→ **Activity**
In the records below, begin at the line containing "display:flex; align-items:center; gap:18px;" and end at the line containing "display:flex; flex:1; min-height:0"; quote every line in that span exactly, including both boundary lines, and no others.

★ ★ ★ ★ ★ ★ ★

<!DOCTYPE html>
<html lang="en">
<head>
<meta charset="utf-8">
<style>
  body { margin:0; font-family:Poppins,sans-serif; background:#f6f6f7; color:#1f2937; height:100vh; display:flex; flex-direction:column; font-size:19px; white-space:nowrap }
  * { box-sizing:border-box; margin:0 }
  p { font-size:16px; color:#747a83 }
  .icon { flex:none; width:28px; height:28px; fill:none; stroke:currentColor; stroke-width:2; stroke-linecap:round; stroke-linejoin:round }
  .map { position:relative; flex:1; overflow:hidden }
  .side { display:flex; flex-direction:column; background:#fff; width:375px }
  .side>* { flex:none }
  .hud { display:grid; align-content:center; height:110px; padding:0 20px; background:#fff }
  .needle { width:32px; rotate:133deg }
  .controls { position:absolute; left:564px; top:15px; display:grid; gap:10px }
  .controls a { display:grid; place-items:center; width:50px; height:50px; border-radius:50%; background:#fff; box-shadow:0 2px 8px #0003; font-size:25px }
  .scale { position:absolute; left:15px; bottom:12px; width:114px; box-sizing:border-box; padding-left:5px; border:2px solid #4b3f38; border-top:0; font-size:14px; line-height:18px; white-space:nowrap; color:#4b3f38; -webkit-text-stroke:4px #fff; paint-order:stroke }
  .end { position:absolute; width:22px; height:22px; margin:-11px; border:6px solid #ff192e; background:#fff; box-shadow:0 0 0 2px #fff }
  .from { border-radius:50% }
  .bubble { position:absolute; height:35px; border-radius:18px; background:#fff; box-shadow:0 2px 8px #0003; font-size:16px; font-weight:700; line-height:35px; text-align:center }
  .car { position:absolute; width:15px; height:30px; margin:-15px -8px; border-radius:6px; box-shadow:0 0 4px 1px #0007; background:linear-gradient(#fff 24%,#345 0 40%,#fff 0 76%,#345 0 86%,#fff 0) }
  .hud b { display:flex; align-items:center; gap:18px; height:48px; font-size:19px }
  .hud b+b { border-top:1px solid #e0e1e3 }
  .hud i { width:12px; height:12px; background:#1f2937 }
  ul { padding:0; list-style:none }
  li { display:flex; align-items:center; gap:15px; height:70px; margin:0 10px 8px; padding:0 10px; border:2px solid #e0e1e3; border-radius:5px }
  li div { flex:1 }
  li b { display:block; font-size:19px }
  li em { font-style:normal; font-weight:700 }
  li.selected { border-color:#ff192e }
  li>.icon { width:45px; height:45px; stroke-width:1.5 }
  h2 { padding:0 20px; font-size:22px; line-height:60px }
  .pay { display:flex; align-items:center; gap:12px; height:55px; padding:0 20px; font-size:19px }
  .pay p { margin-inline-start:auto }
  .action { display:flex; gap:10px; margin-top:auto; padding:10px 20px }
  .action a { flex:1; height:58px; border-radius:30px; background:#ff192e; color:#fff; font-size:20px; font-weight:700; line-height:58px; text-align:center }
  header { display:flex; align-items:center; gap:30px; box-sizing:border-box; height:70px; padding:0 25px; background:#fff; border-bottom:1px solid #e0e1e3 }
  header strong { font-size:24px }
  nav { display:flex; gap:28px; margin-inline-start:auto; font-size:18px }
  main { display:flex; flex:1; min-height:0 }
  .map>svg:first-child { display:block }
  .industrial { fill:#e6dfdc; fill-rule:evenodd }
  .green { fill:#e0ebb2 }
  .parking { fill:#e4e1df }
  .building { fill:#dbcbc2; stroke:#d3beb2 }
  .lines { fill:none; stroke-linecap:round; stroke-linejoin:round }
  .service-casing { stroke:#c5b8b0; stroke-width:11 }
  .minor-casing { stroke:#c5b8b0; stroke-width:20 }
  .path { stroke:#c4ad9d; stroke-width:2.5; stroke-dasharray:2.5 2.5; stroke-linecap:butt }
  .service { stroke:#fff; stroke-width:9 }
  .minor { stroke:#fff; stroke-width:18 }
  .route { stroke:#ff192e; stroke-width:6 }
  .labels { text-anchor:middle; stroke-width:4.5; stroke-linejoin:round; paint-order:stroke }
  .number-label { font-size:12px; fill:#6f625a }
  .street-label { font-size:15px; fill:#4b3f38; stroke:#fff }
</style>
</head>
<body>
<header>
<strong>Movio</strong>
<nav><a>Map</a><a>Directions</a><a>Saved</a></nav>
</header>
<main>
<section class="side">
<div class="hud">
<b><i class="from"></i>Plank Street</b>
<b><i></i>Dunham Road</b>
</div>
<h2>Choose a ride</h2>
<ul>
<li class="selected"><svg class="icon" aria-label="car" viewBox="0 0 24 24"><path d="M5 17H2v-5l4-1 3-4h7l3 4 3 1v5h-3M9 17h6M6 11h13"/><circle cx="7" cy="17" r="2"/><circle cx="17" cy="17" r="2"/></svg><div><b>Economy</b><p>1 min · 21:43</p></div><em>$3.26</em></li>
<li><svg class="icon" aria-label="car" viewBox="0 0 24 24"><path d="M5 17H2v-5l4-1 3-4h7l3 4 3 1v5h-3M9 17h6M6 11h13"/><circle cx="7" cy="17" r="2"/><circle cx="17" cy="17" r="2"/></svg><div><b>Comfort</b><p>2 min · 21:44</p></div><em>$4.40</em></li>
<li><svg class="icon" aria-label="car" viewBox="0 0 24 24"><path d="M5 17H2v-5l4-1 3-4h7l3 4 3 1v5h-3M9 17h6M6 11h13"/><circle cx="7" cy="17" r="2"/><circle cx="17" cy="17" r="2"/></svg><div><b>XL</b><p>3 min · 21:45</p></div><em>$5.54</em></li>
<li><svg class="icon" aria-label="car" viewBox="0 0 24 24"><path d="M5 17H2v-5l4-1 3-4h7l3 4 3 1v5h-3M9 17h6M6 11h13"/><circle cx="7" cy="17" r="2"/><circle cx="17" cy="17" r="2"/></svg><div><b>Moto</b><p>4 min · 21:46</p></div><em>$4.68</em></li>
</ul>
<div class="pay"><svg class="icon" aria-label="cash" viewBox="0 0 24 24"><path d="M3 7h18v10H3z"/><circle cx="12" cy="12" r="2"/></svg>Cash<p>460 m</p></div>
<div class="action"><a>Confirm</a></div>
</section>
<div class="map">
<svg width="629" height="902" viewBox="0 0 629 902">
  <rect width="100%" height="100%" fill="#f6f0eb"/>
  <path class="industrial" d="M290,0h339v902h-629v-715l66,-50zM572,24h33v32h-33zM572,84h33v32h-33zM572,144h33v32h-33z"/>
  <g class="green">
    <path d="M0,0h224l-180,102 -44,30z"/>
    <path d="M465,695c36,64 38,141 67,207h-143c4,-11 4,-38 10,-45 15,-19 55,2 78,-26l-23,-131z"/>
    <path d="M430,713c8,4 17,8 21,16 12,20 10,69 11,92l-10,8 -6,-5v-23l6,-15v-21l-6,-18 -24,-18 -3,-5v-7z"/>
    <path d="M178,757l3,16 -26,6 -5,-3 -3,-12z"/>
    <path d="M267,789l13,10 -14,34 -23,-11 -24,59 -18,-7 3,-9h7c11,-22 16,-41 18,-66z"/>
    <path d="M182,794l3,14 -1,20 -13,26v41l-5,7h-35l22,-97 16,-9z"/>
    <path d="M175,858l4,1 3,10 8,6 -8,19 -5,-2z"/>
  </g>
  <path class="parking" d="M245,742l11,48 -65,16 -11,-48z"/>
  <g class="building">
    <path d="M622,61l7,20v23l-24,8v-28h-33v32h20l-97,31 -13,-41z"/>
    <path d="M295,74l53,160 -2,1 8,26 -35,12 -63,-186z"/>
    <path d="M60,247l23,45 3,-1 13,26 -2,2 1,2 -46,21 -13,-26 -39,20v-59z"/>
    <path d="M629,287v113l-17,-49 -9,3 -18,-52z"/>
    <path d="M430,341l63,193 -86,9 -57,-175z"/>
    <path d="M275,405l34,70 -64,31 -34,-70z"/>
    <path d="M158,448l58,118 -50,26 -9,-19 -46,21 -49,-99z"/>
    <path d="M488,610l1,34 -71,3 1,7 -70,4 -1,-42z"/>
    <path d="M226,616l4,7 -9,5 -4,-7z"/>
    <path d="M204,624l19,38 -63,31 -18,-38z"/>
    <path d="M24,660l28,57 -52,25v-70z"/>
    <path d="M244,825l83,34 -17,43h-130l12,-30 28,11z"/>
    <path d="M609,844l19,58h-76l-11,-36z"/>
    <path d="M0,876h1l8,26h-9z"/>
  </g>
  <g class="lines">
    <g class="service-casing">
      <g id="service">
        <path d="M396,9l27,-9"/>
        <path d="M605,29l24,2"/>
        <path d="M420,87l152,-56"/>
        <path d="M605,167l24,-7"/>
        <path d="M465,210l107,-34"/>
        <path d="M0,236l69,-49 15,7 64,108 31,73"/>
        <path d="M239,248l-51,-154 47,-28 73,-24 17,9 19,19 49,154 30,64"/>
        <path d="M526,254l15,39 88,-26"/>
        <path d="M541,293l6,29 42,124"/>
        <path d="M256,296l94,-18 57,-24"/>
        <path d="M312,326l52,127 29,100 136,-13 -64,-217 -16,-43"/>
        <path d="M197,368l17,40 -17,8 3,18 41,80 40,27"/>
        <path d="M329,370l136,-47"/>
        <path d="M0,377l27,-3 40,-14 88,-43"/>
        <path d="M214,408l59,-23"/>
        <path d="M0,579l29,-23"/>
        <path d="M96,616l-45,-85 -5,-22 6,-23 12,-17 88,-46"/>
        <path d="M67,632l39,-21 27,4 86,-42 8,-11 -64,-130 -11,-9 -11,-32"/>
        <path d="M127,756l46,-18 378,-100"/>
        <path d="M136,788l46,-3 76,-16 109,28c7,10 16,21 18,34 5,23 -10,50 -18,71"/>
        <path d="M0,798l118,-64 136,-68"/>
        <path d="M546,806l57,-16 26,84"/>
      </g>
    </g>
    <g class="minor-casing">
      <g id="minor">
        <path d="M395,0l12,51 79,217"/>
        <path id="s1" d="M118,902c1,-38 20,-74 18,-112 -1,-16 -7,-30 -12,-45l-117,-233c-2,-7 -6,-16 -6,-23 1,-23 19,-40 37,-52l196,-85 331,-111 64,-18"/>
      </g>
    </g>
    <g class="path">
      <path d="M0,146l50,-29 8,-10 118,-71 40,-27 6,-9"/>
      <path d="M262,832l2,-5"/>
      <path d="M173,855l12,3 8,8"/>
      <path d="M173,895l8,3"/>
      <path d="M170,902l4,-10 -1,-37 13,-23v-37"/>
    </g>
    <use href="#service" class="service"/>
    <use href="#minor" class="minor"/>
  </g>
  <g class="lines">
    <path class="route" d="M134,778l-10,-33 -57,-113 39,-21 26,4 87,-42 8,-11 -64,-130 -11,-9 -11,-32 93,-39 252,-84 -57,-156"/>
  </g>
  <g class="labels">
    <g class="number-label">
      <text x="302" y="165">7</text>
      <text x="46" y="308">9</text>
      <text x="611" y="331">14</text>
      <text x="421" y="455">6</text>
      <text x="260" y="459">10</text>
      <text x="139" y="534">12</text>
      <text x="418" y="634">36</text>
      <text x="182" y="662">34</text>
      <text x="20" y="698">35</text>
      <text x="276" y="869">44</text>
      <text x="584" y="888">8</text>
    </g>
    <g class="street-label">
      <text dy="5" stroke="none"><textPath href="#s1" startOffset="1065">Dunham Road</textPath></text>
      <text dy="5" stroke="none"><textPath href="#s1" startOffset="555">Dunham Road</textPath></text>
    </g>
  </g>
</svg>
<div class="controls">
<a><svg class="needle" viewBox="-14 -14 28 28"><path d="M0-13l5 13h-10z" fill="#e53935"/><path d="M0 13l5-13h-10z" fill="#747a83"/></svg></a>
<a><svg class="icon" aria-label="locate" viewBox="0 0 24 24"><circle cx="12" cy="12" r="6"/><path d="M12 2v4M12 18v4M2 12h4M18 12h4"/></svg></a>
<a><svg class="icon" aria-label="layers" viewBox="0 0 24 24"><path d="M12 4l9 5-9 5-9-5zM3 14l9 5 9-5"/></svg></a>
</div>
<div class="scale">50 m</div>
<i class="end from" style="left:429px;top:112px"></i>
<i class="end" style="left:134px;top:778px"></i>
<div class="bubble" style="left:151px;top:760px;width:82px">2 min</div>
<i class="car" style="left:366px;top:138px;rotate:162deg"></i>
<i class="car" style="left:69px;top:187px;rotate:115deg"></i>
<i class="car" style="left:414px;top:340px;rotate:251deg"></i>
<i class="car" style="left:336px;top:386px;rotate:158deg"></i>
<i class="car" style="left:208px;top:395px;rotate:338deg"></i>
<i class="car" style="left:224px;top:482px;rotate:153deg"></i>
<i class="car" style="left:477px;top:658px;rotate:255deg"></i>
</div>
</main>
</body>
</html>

★ ★ ★ ★ ★ ★ ★

→ **Reply to the exercise**
  .hud b { display:flex; align-items:center; gap:18px; height:48px; font-size:19px }
  .hud b+b { border-top:1px solid #e0e1e3 }
  .hud i { width:12px; height:12px; background:#1f2937 }
  ul { padding:0; list-style:none }
  li { display:flex; align-items:center; gap:15px; height:70px; margin:0 10px 8px; padding:0 10px; border:2px solid #e0e1e3; border-radius:5px }
  li div { flex:1 }
  li b { display:block; font-size:19px }
  li em { font-style:normal; font-weight:700 }
  li.selected { border-color:#ff192e }
  li>.icon { width:45px; height:45px; stroke-width:1.5 }
  h2 { padding:0 20px; font-size:22px; line-height:60px }
  .pay { display:flex; align-items:center; gap:12px; height:55px; padding:0 20px; font-size:19px }
  .pay p { margin-inline-start:auto }
  .action { display:flex; gap:10px; margin-top:auto; padding:10px 20px }
  .action a { flex:1; height:58px; border-radius:30px; background:#ff192e; color:#fff; font-size:20px; font-weight:700; line-height:58px; text-align:center }
  header { display:flex; align-items:center; gap:30px; box-sizing:border-box; height:70px; padding:0 25px; background:#fff; border-bottom:1px solid #e0e1e3 }
  header strong { font-size:24px }
  nav { display:flex; gap:28px; margin-inline-start:auto; font-size:18px }
  main { display:flex; flex:1; min-height:0 }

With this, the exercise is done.